As far as I know, there's no way in the automation rules to say "send email to affected user as long as the user account is active". The disabled user accounts persist in the interest of data retention. Otherwise, if you had a 5-year helpdesk technician quit the company, and that person's user account was deleted in ServiceDesk, all the reference links to that user would be broken and the historical tickets and reports would no longer work as expected.
However, you may be able to skirt this issue by sending to a workflow in the automation rules instead of sending an email.
In the workflow to which you're sending the process, you would:
- Get the ticket info using the SessionID that's passed in
- Get the user info to which an email is being sent, and do a quick check on the AccountActive field
- If the account is active, send an email (it should be easy enough to recreate the template; you have a lot more control over the email and variable format this way as well)

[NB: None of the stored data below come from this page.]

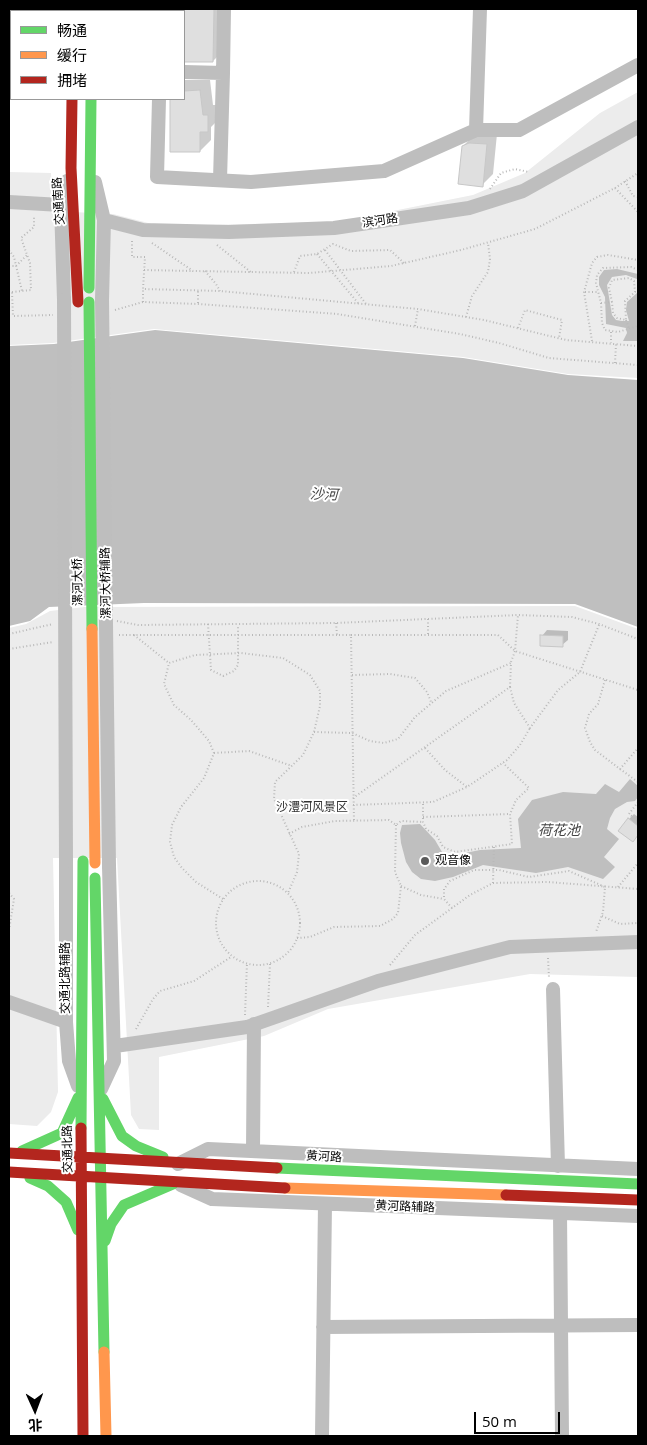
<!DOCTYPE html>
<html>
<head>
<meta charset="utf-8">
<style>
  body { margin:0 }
  #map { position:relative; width:647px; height:1445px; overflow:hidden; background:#fff; font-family:"Open Sans","Noto Sans SC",sans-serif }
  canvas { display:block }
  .frame { position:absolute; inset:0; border:10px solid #000; pointer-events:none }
  .legend { position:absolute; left:10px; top:10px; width:175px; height:90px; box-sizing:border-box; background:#fff; border:1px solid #999; margin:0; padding:6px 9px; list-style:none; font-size:15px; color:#000 }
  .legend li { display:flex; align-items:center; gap:10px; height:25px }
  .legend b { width:25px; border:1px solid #999 }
  .north { position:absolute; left:10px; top:1385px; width:50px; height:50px; -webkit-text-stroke:4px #fff; paint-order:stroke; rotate:178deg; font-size:14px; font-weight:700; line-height:20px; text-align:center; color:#000 }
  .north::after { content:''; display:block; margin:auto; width:18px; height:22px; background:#000; clip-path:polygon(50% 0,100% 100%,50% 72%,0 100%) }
  .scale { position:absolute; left:474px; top:1412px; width:86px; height:22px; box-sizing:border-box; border:2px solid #000; border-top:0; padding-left:6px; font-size:15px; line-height:18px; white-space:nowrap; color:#000; -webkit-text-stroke:4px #fff; paint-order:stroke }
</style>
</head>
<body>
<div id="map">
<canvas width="647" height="1445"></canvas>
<div class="frame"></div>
<ul class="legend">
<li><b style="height:6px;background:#63d668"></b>畅通</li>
<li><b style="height:6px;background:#ff974d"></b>缓行</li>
<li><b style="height:6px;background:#b3261e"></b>拥堵</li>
</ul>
<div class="north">北</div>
<div class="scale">50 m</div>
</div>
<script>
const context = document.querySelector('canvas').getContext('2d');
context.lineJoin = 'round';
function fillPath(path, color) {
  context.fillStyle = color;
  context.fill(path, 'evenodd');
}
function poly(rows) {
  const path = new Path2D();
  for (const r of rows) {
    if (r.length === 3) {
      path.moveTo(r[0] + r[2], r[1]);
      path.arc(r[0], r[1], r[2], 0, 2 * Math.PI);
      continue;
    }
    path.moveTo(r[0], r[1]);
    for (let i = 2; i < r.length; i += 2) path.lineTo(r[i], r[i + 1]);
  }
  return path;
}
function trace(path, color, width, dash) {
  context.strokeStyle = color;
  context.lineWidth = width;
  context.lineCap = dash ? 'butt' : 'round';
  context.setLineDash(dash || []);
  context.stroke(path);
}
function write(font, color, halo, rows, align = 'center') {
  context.font = font + ' "Open Sans","Noto Sans SC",sans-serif';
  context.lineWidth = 4;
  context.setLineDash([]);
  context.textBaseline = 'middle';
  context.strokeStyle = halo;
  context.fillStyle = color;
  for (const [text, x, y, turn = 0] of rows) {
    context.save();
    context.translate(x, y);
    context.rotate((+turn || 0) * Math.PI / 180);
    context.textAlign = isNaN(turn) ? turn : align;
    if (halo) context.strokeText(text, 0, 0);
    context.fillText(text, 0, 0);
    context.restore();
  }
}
fillPath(poly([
  [638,92,638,378,568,374,463,357,154,329,53,343,9,345,9,172,51,173,53,211,113,214,160,226,338,222,473,195,525,173,600,113],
  [575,606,638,629,638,977,530,974,328,1009,264,1036,159,1057,159,1130,139,1129,131,1115,117,858,53,858,58,1092,51,1112,37,1126,9,1124,9,628,26,624,50,611,84,607]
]), '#ececec');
fillPath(poly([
  [617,269,638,274,638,286,637,279,626,275,612,277,607,285,612,315,616,320,622,321,629,321,626,310,627,302,637,293,638,286,638,341,623,341,627,333,626,328,606,324,605,297,599,285,599,277,604,270],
  [155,330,463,358,568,375,638,380,638,627,575,604,144,603,49,607,30,621,9,626,9,346,54,344],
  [630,779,638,786,638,797,635,801,627,802,615,809,610,818,607,829,619,839,604,857,615,867,603,879,568,867,536,873,483,865,453,877,435,881,421,879,412,872,406,862,401,843,400,833,402,825,420,824,435,840,442,852,455,855,480,850,521,848,518,819,532,800,563,792,596,794,605,784,619,792]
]), '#bfbfbf');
fillPath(poly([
  [170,9,224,9,224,50,213,61,184,61,184,11,170,11],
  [184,80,210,80,213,105,218,105,218,120,211,127,211,140,200,151,171,151,171,99,184,99],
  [497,134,493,174,482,185,463,146,474,135],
  [547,630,568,631,568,640,562,645,542,636],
  [634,814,638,817,638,835,633,840,629,819]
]), '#0003');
const building = poly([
  [184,9,214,9,213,62,184,62,184,9],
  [200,90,203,115,208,115,208,132,200,132,200,152,170,152,170,99,184,99,184,91,200,90],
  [469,143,487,144,483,187,458,184,462,146,469,143],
  [540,635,563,636,563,647,540,646,540,635],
  [628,818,638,826,638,835,633,842,618,831,628,818]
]);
fillPath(building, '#dfdfdf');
trace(building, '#c7c7c7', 1);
trace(poly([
  [625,181,633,196,638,197],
  [615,188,638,212],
  [490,189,501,173,515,169,529,172],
  [132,241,132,257,145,257,143,289,220,291,418,309,484,320,566,340,638,346],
  [152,243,193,271,309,273,391,266,461,250,535,229,615,188,638,173],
  [217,245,252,273],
  [9,250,14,257,22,291],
  [325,250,366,304],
  [317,254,358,303],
  [9,266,16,266,27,255],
  [144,270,193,271],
  [638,270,631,267,603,268,597,275,596,283,601,303,602,323,605,330,618,332,638,326],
  [205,271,216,284,220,291],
  [294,272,300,256,317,254,333,244,351,251,390,250,404,263],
  [9,292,12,292,13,316,53,315],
  [12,292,31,290,30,263,21,238,34,227,34,216],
  [585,292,597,292],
  [143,302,143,289],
  [198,303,198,290],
  [601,303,612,302,613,313,617,318,626,320,625,301,635,292,634,281,629,278,612,280,609,288,612,302],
  [115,310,143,302,198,304,337,314,460,334,499,343,549,358,638,365],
  [466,317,472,296,488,272,490,259,488,243],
  [626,320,629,329],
  [415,326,418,309],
  [518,328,525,310,562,320,559,338],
  [611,332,611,343],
  [592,341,584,292,592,263,597,257,608,255,638,260],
  [615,363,616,344],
  [428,619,428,634],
  [117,621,138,625,238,624,336,623,518,615,572,617,599,624,638,639],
  [336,623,337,635,351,635,354,821],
  [208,624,211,670,223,676,234,671,238,665,238,625],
  [9,634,53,624],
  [119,635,337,635],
  [134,635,169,663],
  [351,635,498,635,515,651,638,690],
  [9,649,53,642],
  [511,662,515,651,518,615],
  [352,675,390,674,415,678,427,692,431,702],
  [605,680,598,704,589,714,585,728,590,742,595,750,620,769,638,748],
  [510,687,514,703,530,728,558,690,580,672,599,625],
  [314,732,352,733,370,741,384,743,398,739,415,717,446,691,511,663,510,687,353,798],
  [425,748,445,770,467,787],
  [214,753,249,751,292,766],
  [620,769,638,782],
  [638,802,629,814,638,821],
  [423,804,423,822,426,829,437,836,443,847,455,852,512,844,510,814,516,800,529,788,503,763],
  [353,805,433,802,467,787,507,760,520,745,530,728],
  [423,817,510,814],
  [289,834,302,827,335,821,389,820,396,825,401,821,423,822],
  [258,923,42],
  [493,883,494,846],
  [401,886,421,895,444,899],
  [618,887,638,863],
  [9,893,14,899,9,930],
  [223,899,196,882,182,868,174,857,170,842,172,825,181,807,204,778,214,753,209,741,191,720,174,705,164,684,169,663,195,655,241,653,283,658,310,675,320,691,320,706,314,732,303,755,275,782,274,799,299,854,297,872,288,893],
  [452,908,444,899,444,889,450,881,474,870,499,870,529,877,569,871,605,887,603,912,596,932],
  [602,916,620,924,638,923],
  [297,938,310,937,334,927,380,926,393,919,398,913,401,886,395,872,396,825],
  [548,958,549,978],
  [390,965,415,935,470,895,493,883,548,882,638,889],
  [268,1007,270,964],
  [245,1015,247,963],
  [136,1029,153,999,160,991,194,981,231,957]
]), '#b9b9b9', 2, [1, 2.5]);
trace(poly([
  [161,11,161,9],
  [184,72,223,73,224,9],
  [9,93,11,93],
  [159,99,157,177,251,182,384,171,476,130,519,130,638,65],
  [476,130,480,9],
  [220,180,223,73],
  [95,182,104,220,102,300],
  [9,202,61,205],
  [104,220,143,230,229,232,334,228,469,208,523,191,638,127],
  [64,300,61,205,67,181],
  [66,861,66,1022,69,1061,78,1086],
  [553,989,558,1166],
  [9,1002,66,1022],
  [115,1046,247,1027,378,981,510,947,638,942],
  [101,1089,114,1061,109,866],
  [253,1150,254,1024],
  [178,1164,208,1149,638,1169],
  [181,1185,212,1199,638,1216],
  [560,1213,562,1436],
  [323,1327,638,1325],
  [322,1436,325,1204]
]), '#bebebe', 14);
trace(poly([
  [92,9,92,11],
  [89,288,91,99],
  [95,878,104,1352],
  [103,1099,122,1136,136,1146,163,1157],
  [81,1128,83,861],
  [22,1151,62,1133,78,1098],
  [277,1168,638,1184],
  [30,1178,48,1186,66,1202,78,1230],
  [105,1241,111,1224,124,1205,173,1184]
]), '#63d668', 11);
trace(poly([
  [74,9,74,11],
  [285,1188,506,1195],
  [104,1352,106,1436]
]), '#ff974d', 11);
trace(poly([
  [72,99,71,168,78,302],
  [81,1128,83,1436],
  [9,1153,277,1168],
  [9,1172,285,1188],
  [506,1195,638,1200]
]), '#b3261e', 11);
trace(poly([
  [64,300,66,861],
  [102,300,109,866]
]), '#bebebe', 14);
trace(poly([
  [89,302,92,629]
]), '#63d668', 11);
trace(poly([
  [92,629,95,863]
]), '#ff974d', 11);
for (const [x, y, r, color] of [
  [425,861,5,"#595959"]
]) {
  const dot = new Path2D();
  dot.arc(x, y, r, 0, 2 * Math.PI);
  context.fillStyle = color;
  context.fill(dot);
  trace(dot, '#fff', 2);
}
write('12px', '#000', '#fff', [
  ["交通南路",59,201,-94],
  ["滨河路",380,221,-8],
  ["漯河大桥",78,582,-91],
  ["漯河大桥辅路",106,583,-91],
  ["交通北路辅路",66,978,-90],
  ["交通北路",68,1149,-91],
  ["黄河路",324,1157,3],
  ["黄河路辅路",405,1207,2]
]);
write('12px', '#333', '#fff', [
  ["沙澧河风景区",312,808]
]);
write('12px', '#000', '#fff', [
  ["观音像",435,861]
], 'left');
write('italic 14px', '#444', '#fff', [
  ["沙河",324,495,2],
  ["荷花池",559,831]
]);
</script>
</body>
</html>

- If the account is deactivated, skip the email and end the process
Here's a video about the process in case you're unfamiliar with it.
https://www-secure.symantec.com/connect/videos/servicedesk-customization-send-incident-workflow-ruleset-action
Another way to do this is to set up a scheduled monitor workflow that runs daily. The project would sort through the user accounts and add any deactivated users to a specific group meant to hold only deactivated users. Then, you could continue to use your automation rules are you already are, with this condition in place:
Both ideas do essentially the same thing; we're just checking to see if the user is active before attempting to send an email. Neither option is an easy fix like a nice checkbox toggle would be, but perhaps someone else can add a much easier idea or solution that I haven't considered.